Code pénal - Article 314-1 : Commet un abus de confiance la personne qui détourne, au préjudice d'autrui, des fonds, des valeurs ou un bien quelconque qui lui ont été remis et qu'elle a acceptés à charge de les rendre, de les représenter ou d'en faire un usage déterminé.
L'abus de confiance est puni de cinq ans d'emprisonnement et de 375 000 euros d'amende.
Définition
Sommaire
1. Remise préalable
1.1 Nature de la remise
1.2 Objet de la remise
2. Éléments constitutifs
2.1 Élément matériel
2.2 Élément moral
3. Répression
3.1 Procédure
3.2 Peines
1. Remise préalable
1.1 Nature de la remise
Le bien objet de détournement dans l'abus de confiance doit avoir été préalablement remis
Cette "remise" doit être volontaire et précaire (à charge pour celui qui reçoit de restituer le bien, de le représenter ou d'en faire un usage déterminé).
Le code pénal ancien énumérait une liste limitative de contrats en vertu desquels la remise devait avoir eu lieu (louage, dépôt, mandat, travail salarié ou non…). Les juges devaient alors nécessairement caractériser l'existence préalable de l'un de ces contrats pour pouvoir envisager la qualification d'abus de confiance dans l'hypothèse d'un détournement. Le code de 1994 a supprimé cette exigence.

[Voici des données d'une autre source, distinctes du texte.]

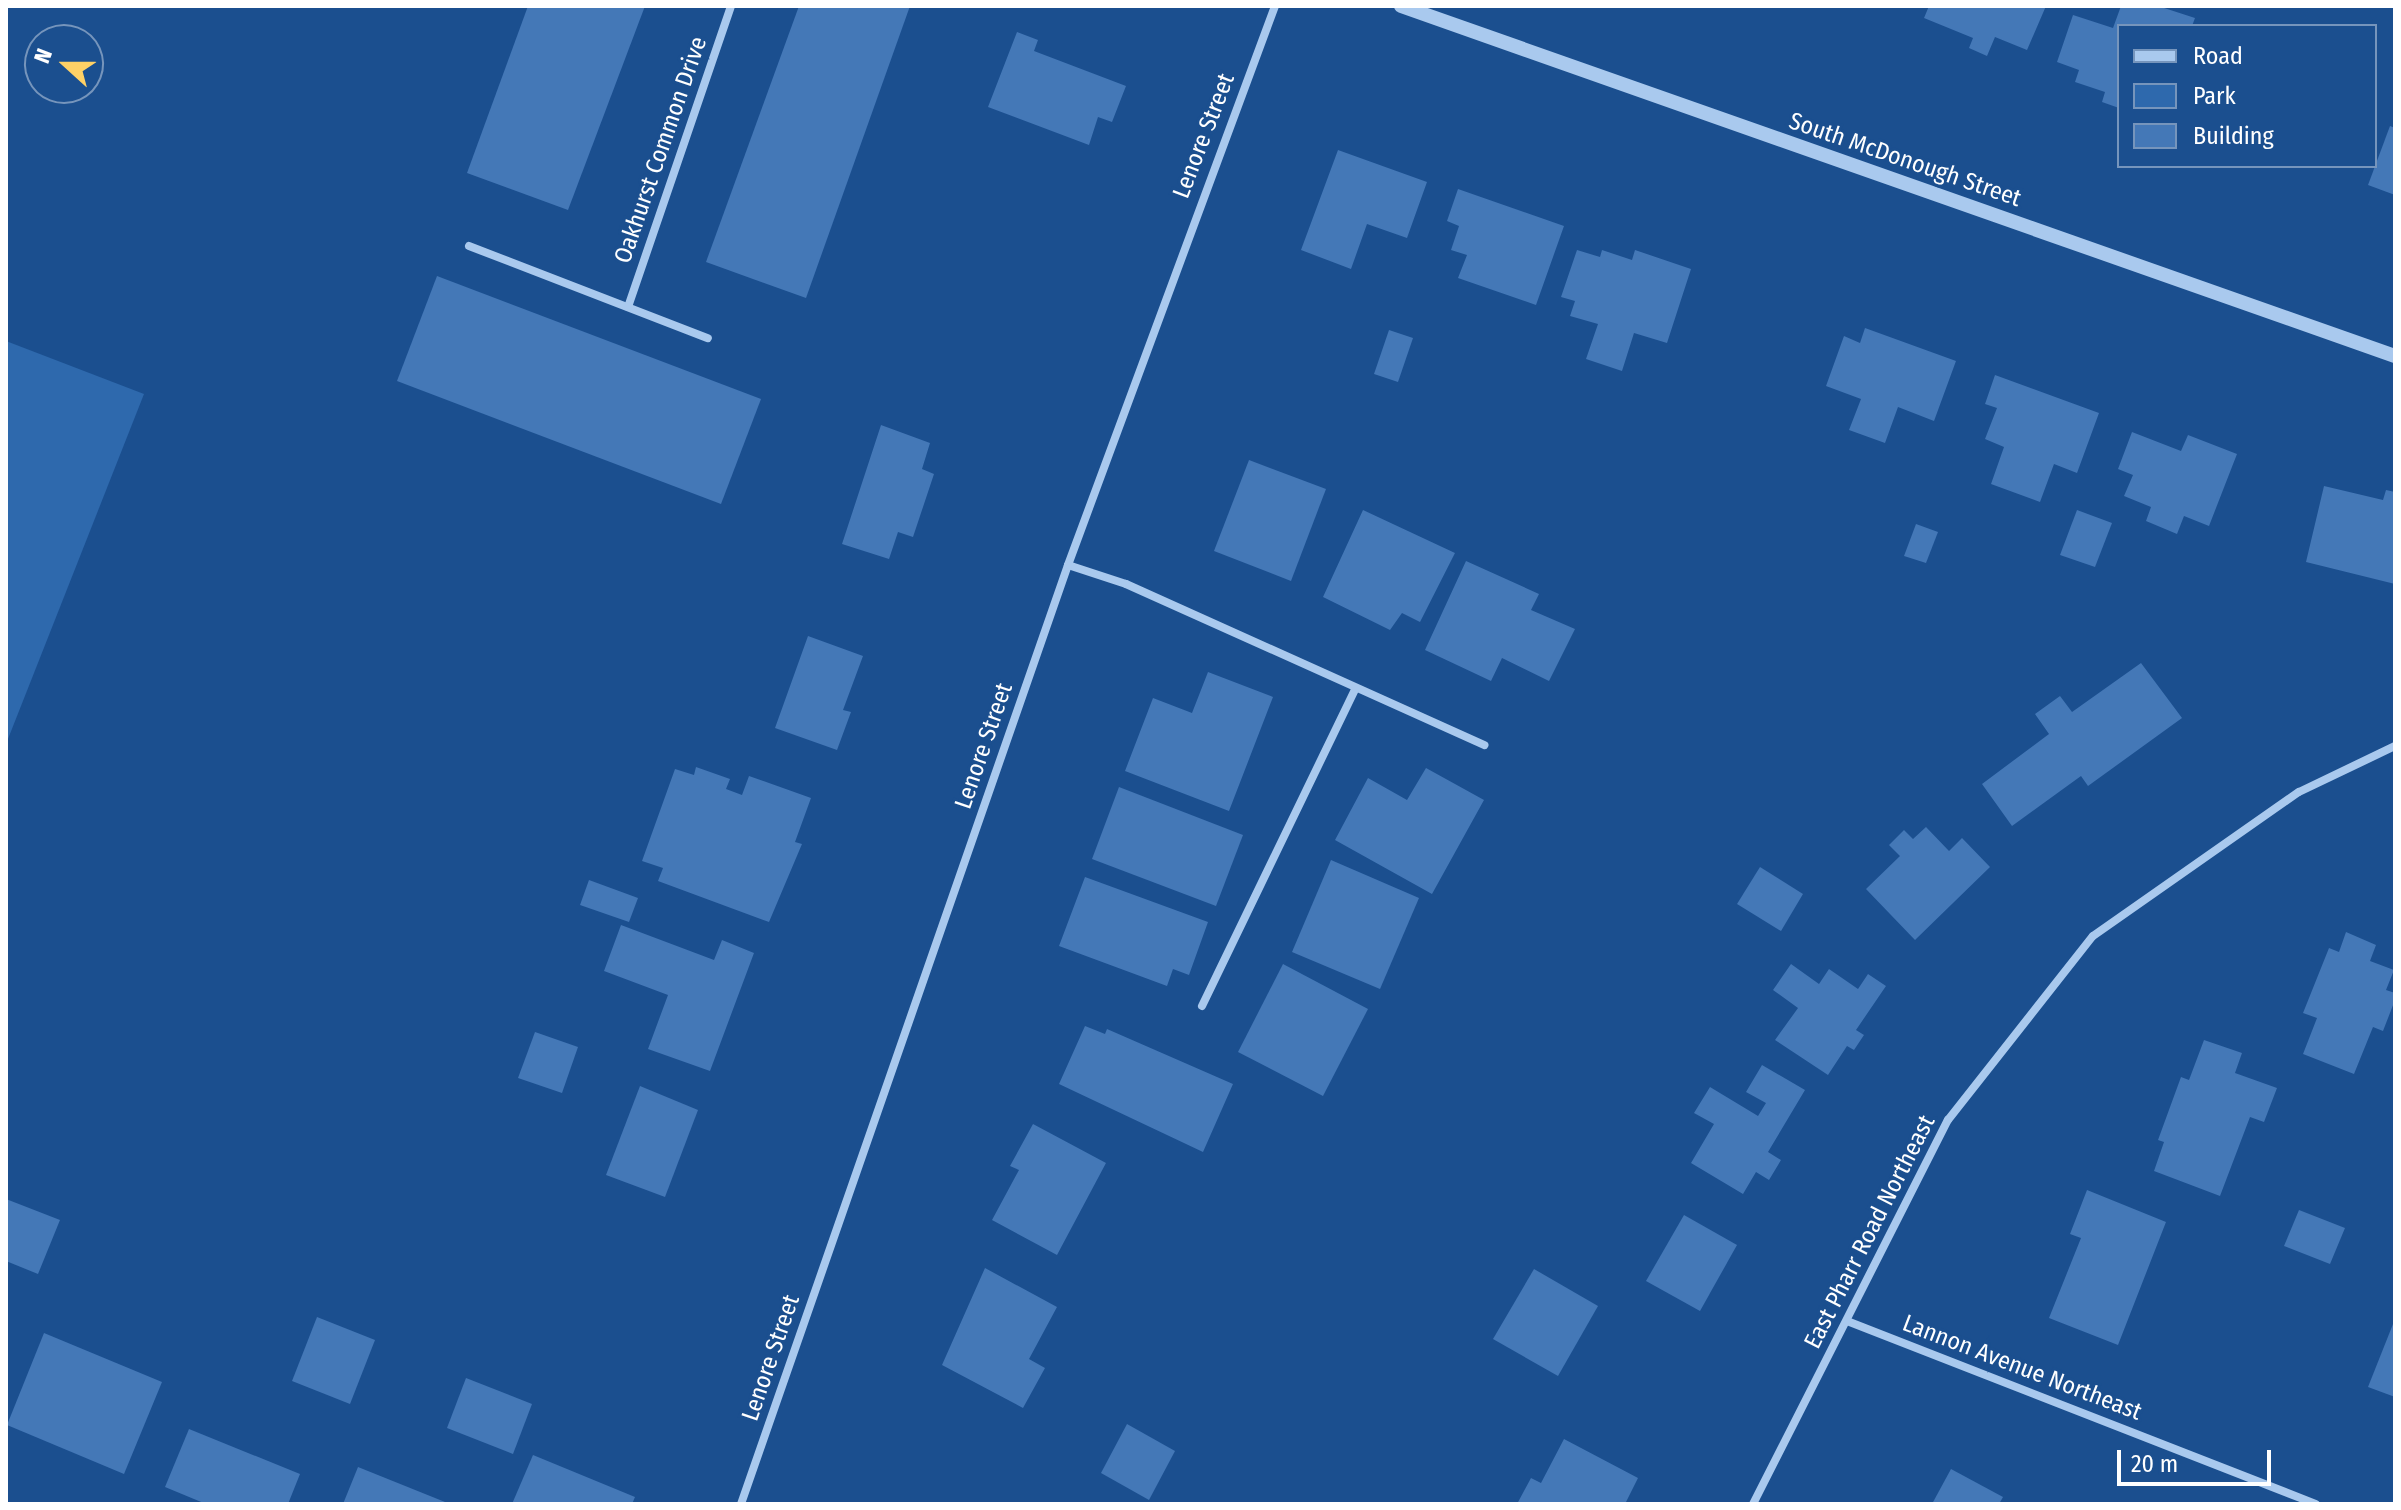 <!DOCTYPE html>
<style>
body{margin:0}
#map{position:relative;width:2401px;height:1510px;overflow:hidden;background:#1b4f8f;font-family:"Fira Sans Condensed",sans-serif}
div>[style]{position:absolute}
.green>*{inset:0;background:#2e69ad}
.building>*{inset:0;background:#4478b7}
.minor>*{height:8px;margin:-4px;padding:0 4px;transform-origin:4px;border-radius:4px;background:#a9c9ee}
.tertiary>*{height:14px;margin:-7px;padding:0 7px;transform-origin:7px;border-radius:7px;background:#a9c9ee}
span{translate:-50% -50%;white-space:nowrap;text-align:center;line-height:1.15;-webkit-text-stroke:6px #1b4f8f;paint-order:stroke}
.street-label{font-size:24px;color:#fff}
.frame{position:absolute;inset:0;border:8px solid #fff;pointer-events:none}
.legend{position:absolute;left:2117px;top:24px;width:260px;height:144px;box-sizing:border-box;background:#1b4f8f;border:2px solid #7695bc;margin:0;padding:10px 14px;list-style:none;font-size:24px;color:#fff}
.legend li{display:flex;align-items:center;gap:16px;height:40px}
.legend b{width:40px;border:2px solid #7695bc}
.north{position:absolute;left:24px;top:24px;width:80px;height:80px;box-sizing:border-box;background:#1b4f8f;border:2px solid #7695bc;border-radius:50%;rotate:291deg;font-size:22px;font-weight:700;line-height:32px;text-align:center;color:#fff}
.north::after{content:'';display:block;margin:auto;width:28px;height:36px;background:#ffd166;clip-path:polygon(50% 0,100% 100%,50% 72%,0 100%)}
.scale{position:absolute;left:2117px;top:1450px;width:154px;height:36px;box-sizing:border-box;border:4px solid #fff;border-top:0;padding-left:10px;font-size:24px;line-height:28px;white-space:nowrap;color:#fff;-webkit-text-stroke:6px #1b4f8f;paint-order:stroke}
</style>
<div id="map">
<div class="green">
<i style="clip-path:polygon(6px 341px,144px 394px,6px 744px)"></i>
</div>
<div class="building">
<i style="clip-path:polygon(528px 6px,645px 6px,568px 210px,467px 173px)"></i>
<i style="clip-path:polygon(799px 6px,910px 6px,806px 298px,706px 262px)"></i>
<i style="clip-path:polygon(1929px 6px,2046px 6px,2027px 50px,1995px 37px,1987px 56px,1969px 48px,1973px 38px,1924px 18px)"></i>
<i style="clip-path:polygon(2121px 6px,2158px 6px,2195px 18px,2192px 26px,2119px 26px,2119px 108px,2102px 102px,2105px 92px,2075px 82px,2079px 70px,2057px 62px,2073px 15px,2113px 28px)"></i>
<i style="clip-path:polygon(1017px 32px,1038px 40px,1034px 51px,1126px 86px,1112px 122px,1098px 117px,1089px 145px,988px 107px)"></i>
<i style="clip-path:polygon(2390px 126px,2395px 128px,2395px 195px,2368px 185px)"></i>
<i style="clip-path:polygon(1338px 150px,1427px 182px,1407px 238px,1367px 224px,1351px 269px,1301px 250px)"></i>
<i style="clip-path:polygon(1458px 189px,1564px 226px,1536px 305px,1458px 278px,1467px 255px,1451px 250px,1459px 226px,1447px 221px)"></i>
<i style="clip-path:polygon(1577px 250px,1600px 257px,1602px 250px,1632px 260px,1635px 250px,1691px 269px,1667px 343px,1634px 333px,1622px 371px,1586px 359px,1598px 324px,1570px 316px,1575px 301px,1561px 297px)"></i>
<i style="clip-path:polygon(437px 276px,761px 399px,721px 504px,397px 381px)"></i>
<i style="clip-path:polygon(1865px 328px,1956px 361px,1934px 421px,1898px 407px,1885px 443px,1849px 430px,1861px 399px,1826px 386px,1844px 336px,1860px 343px)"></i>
<i style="clip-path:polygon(1389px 330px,1413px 338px,1398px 382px,1374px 374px)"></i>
<i style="clip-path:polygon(1995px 375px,2099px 413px,2077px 473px,2054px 464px,2040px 502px,1991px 484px,2004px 447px,1985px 439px,1997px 408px,1985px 404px)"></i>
<i style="clip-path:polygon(881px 425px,930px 443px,922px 469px,934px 474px,913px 537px,898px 532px,889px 559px,842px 544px)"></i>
<i style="clip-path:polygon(2132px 432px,2181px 451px,2188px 435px,2237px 454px,2209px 526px,2184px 516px,2177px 534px,2146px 521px,2151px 507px,2124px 496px,2133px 475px,2118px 469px)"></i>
<i style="clip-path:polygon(1249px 460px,1326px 489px,1291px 581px,1214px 551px)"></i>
<i style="clip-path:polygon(2324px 486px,2383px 500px,2386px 490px,2395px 492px,2395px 584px,2306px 562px)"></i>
<i style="clip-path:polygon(1363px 510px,1455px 553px,1420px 622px,1402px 613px,1390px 630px,1323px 597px)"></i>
<i style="clip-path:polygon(2077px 510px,2112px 523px,2095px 567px,2060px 555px)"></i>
<i style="clip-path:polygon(1916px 524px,1938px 532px,1926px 563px,1904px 556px)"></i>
<i style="clip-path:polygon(1466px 561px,1539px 594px,1531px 610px,1575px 629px,1549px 681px,1502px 658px,1491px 681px,1425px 650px)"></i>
<i style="clip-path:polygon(808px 636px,863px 656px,843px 710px,851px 712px,837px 750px,775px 728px)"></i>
<i style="clip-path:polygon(2141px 663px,2182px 718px,2088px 786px,2081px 776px,2012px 826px,1982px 784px,2049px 734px,2035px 714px,2060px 696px,2072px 712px)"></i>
<i style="clip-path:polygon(1208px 672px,1273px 697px,1229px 811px,1125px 771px,1153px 698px,1192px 713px)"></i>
<i style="clip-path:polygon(696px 767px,730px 779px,726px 789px,742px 795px,749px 776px,811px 798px,795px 842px,802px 844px,769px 922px,658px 881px,663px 868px,642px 861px,675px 769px,694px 775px)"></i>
<i style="clip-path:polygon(1426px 768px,1484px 800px,1432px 894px,1335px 840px,1368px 778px,1407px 800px)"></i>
<i style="clip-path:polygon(1119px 787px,1243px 835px,1216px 906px,1092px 859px)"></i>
<i style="clip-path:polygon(1926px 827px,1949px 851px,1962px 838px,1990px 867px,1915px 940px,1866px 889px,1900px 856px,1889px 845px,1904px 830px,1913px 839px)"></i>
<i style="clip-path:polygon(1331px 860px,1419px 898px,1380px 989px,1292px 952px)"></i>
<i style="clip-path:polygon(1760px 867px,1803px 894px,1781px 931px,1737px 904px)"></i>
<i style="clip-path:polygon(1085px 877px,1208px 922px,1189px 975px,1173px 969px,1167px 986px,1059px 946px)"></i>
<i style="clip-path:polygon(589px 880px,638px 898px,629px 922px,580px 905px)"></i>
<i style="clip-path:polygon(621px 925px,714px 960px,722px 940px,754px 953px,710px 1071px,648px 1049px,668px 995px,604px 971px)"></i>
<i style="clip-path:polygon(2346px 932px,2376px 945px,2370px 961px,2394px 970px,2386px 990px,2395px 993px,2395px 1000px,2383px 1031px,2373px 1027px,2354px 1074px,2303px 1054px,2317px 1018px,2303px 1013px,2329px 948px,2339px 952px)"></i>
<i style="clip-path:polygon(1283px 964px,1368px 1009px,1323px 1096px,1238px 1052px)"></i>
<i style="clip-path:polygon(1791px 964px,1819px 984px,1829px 969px,1858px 989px,1868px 974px,1886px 986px,1856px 1030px,1864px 1035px,1854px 1050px,1847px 1046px,1828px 1075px,1775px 1040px,1798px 1008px,1773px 990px)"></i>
<i style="clip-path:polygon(1085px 1026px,1105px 1034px,1107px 1029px,1233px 1084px,1203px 1152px,1059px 1084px)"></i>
<i style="clip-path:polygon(535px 1032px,578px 1047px,562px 1093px,518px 1078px)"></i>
<i style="clip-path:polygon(2204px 1040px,2242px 1053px,2235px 1073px,2277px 1088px,2264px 1122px,2250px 1117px,2220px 1196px,2154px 1171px,2164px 1142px,2158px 1140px,2181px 1077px,2189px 1080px)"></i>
<i style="clip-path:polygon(1762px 1065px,1805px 1090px,1768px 1152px,1781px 1160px,1769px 1180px,1756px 1172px,1743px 1194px,1691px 1163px,1714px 1124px,1694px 1113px,1710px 1087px,1758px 1116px,1766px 1103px,1746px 1092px)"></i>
<i style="clip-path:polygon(640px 1086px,698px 1110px,665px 1197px,606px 1175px)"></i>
<i style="clip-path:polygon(1033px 1124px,1106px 1163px,1057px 1255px,992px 1220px,1019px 1170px,1010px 1166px)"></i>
<i style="clip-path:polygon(2087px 1190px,2166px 1222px,2118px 1345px,2049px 1318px,2081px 1238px,2070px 1234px)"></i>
<i style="clip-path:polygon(6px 1199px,60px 1220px,38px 1274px,6px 1261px)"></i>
<i style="clip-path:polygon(2299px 1210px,2345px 1228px,2330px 1264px,2284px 1246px)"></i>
<i style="clip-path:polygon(1684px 1215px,1737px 1245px,1700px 1311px,1646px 1281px)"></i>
<i style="clip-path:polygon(985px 1268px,1057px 1307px,1029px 1359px,1045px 1368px,1023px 1408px,942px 1365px)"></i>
<i style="clip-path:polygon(1534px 1269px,1598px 1306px,1558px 1376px,1493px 1339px)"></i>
<i style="clip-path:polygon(317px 1317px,375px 1340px,350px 1404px,292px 1381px)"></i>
<i style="clip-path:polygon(2395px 1319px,2395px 1397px,2368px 1387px)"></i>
<i style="clip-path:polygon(44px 1333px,162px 1382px,124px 1474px,7px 1425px)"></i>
<i style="clip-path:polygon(466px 1378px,532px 1404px,513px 1454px,447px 1428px)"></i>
<i style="clip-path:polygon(1127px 1424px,1175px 1451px,1149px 1500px,1101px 1473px)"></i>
<i style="clip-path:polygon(189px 1429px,300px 1474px,288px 1504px,206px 1504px,165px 1487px)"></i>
<i style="clip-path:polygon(1564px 1439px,1638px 1478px,1625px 1504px,1517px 1504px,1531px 1478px,1541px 1483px)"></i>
<i style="clip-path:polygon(533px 1455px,635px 1497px,632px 1504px,512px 1504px)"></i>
<i style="clip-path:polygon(358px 1467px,450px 1504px,343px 1504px)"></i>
<i style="clip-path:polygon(1951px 1469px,2003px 1497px,1999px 1504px,1932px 1504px)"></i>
</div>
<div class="minor">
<i style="left:469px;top:246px;width:256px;rotate:21.1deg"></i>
<i style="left:628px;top:307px;width:318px;rotate:-71.1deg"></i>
<i style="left:1068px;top:565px;width:61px;rotate:18.1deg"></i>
<i style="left:1126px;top:584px;width:393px;rotate:24.2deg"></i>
<i style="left:1202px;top:1006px;width:353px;rotate:-64.2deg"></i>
<i style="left:1847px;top:1321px;width:503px;rotate:21.32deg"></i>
<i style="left:741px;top:1504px;width:994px;rotate:-70.8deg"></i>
<i style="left:1068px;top:565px;width:596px;rotate:-69.68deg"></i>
<i style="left:1753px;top:1504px;width:431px;rotate:-63.1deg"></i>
<i style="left:1948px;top:1120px;width:234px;rotate:-51.8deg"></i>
<i style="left:2093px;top:936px;width:251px;rotate:-35deg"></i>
<i style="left:2299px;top:792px;width:106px;rotate:-25.6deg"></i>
</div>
<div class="tertiary">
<i style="left:1401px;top:6px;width:1054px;rotate:19.4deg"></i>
</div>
<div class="street-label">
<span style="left:1204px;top:136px;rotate:-69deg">Lenore Street</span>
<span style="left:661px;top:150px;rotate:-71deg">Oakhurst Common Drive</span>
<span style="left:1905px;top:160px;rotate:19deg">South McDonough Street</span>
<span style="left:984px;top:746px;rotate:-71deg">Lenore Street</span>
<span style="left:1870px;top:1232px;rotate:-63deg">East Pharr Road Northeast</span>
<span style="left:771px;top:1358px;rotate:-71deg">Lenore Street</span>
<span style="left:2022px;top:1368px;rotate:21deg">Lannon Avenue Northeast</span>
</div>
<div class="frame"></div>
<ul class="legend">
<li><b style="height:10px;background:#a9c9ee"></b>Road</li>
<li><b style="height:22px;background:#2e69ad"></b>Park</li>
<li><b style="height:22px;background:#4478b7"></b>Building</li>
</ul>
<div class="north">N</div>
<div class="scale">20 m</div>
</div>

Enfin la remise du bien pourra avoir été faite par l'intermédiaire d'un tiers (et donc pas par le propriétaire du bien lui-même).
1.2 Objet de la remise
Le texte d'incrimination précise que la remise doit porter sur des fonds, des valeurs ou un bien quelconque. La jurisprudence est plutôt extensive et inclut toutes choses susceptibles d'appropriation.
Il peut s'agir d'un bien corporel ou incorporel dès lors qu'il est susceptible d'appropriation (V. toutefois : Crim. 19 juin 2013, n° 12-83.031, et Crim. 30 juin 2021, n° 20-81.570 B, sur la notion de détournement de son temps de travail par un salarié).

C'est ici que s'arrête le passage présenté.